We’re thrilled to learn that the rudimentary twist beam rear suspension has been replaced with a multi-link independent rear setup, the front suspension has been refined, and turbo models have thicker front and rear sway bars and quicker steering ratio.

There are three different 18-inch wheels, depending on the trim level, and the aforementioned $500 Performance wheel and tire package available only on manual Turbo models. There are a variety of exterior colours with two-tone selections available for Turbo Tech models.

Nimble, composed, fun

The engine note doesn’t offer much on the “tingle your loins” scale – think “swarm of hornets” rather than “angry bumblebee”. But the low torque delivery makes it delightfully responsive. The dual-clutch automatic is efficient, if not thrilling, and delivers fairly crisp downshifts with sport mode engaged. But within a block or two of raggedy DVP pavement, it becomes readily apparent that the Veloster has gained the gamboling playfulness worthy of any fun-to-drive compact. It’s not in Golf R, Focus RS hot-hatch territory – that will be for the upcoming Veloster N to tackle – but this car now delivers on what its looks only used to promise.

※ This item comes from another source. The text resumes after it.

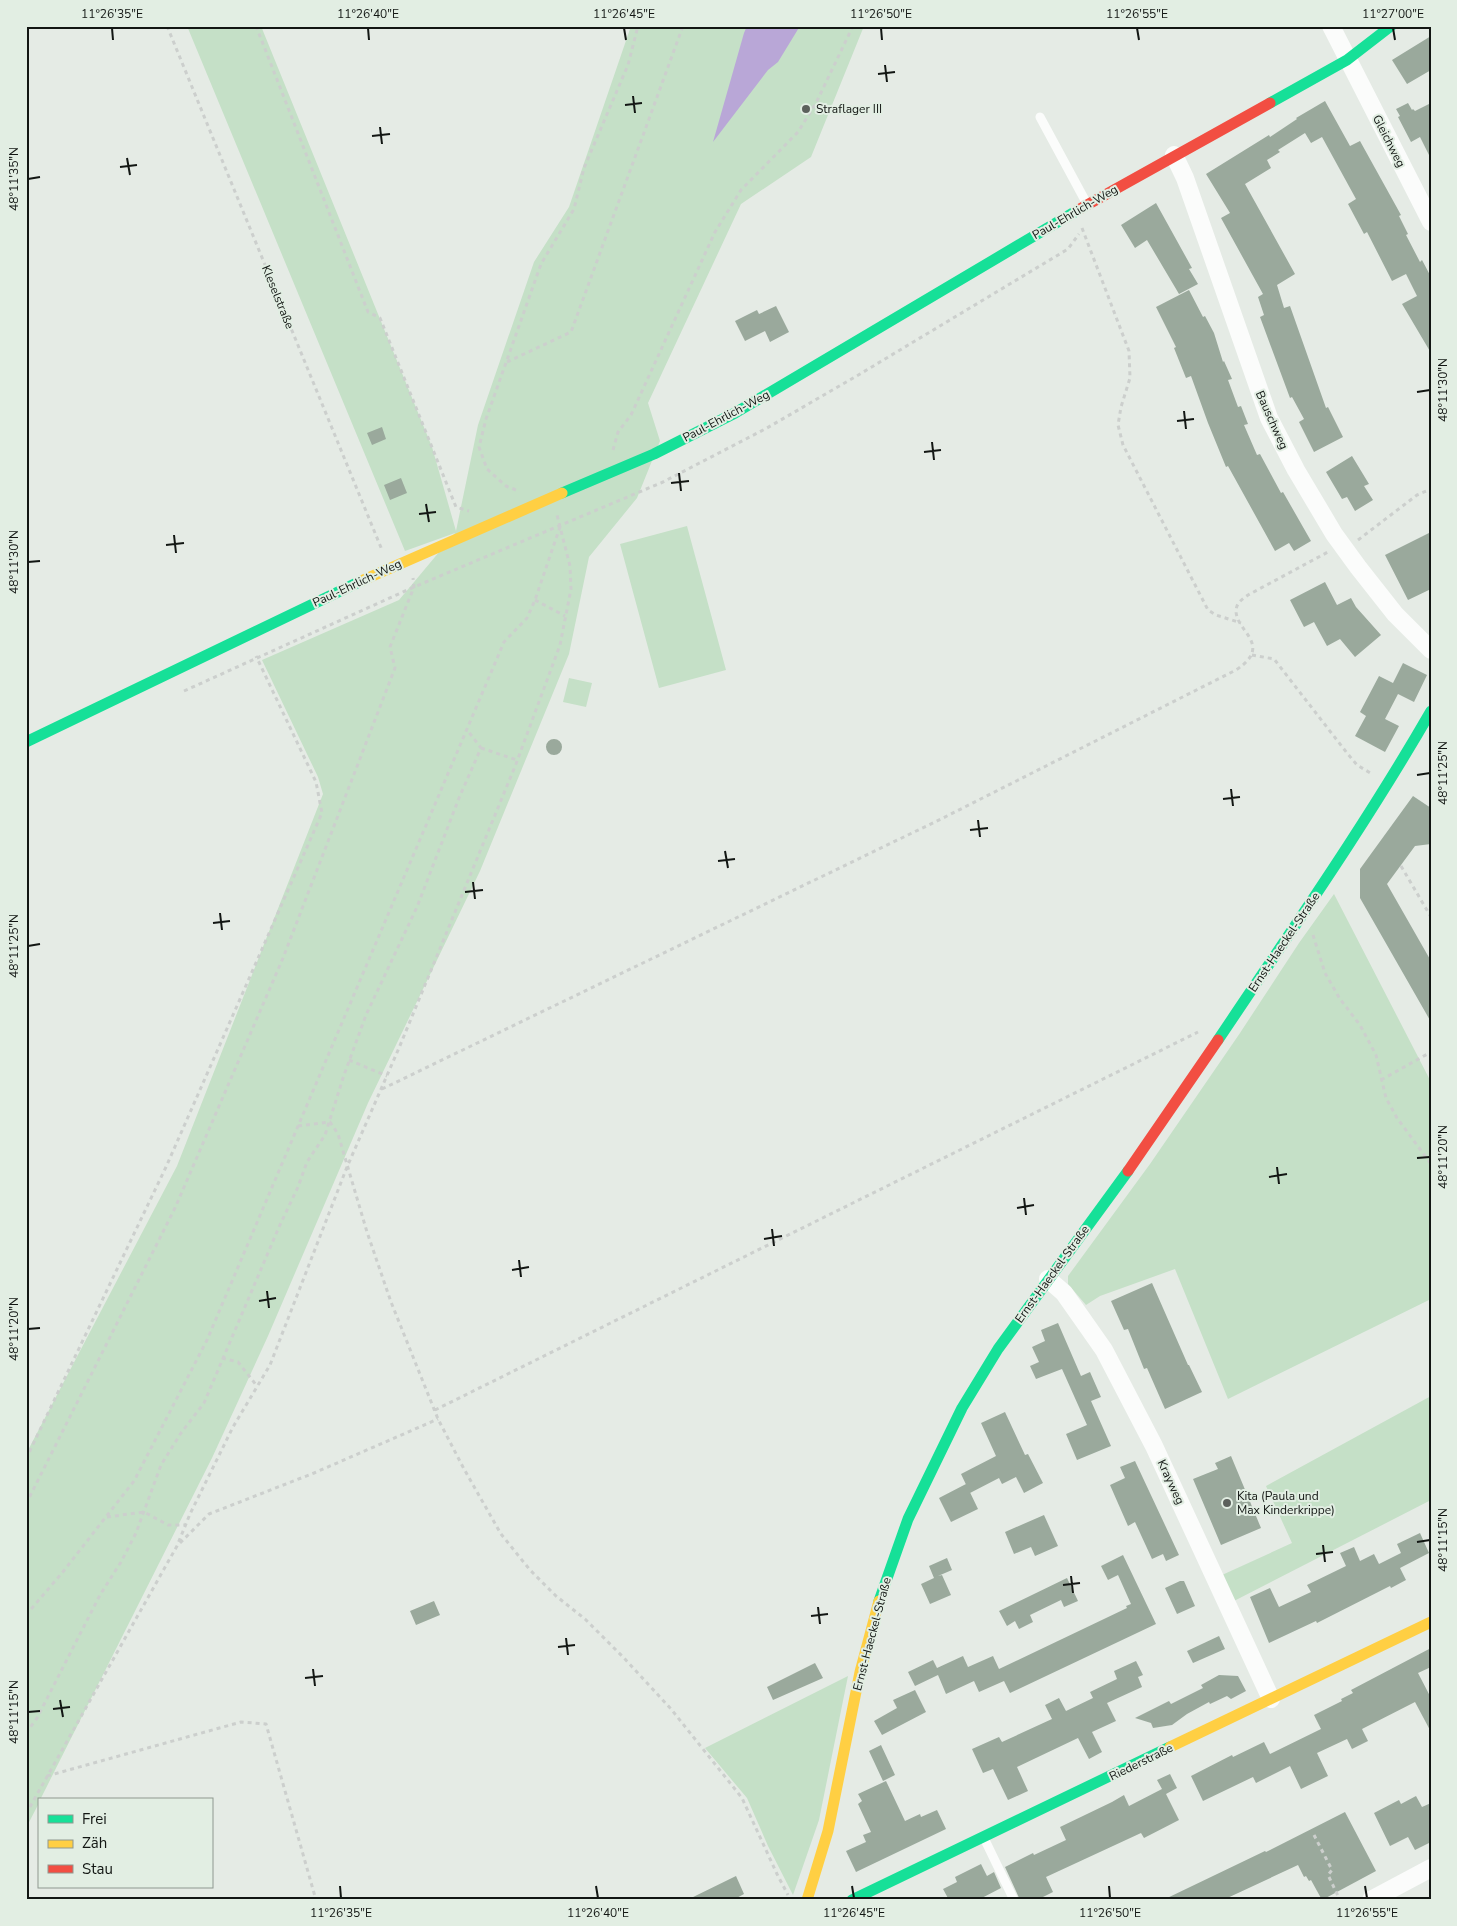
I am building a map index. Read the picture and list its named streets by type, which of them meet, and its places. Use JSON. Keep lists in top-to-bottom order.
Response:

The extra width and side air curtains give the new car added stability. Instead of scrambling over rough pavement and losing its composure during hard cornering, the Veloster is now balanced and able to turn in more quickly, without the recovery time its predecessor’s sloppy chassis required. A nice surprise is the revised steering – never one of Hyundai’s strong suits – it now offers a nice amount of heft, good on-centre feeling, and decent feedback.

Over a short autocross course, we’re able to push the manual Turbo hard through tight corners and find it delightfully responsive, quick to change direction, and not prone to understeer. There’s a nice, tightly buttoned-down feel to the chassis that makes this car a lot of fun in this short course event.

Another welcome surprise is the manual transmission. Previous Hyundai gearboxes have felt sloppy, rubbery, and with an unpleasant, rubber-band-like delay between shifts. Not so the new six-speed. It’s crisp, with nicely placed throws and the clutch take-up feels nicely weighted – it very quickly becomes intuitive and it’s easy to be smooth – in fact it feels a lot like the Honda Civic Si gearbox.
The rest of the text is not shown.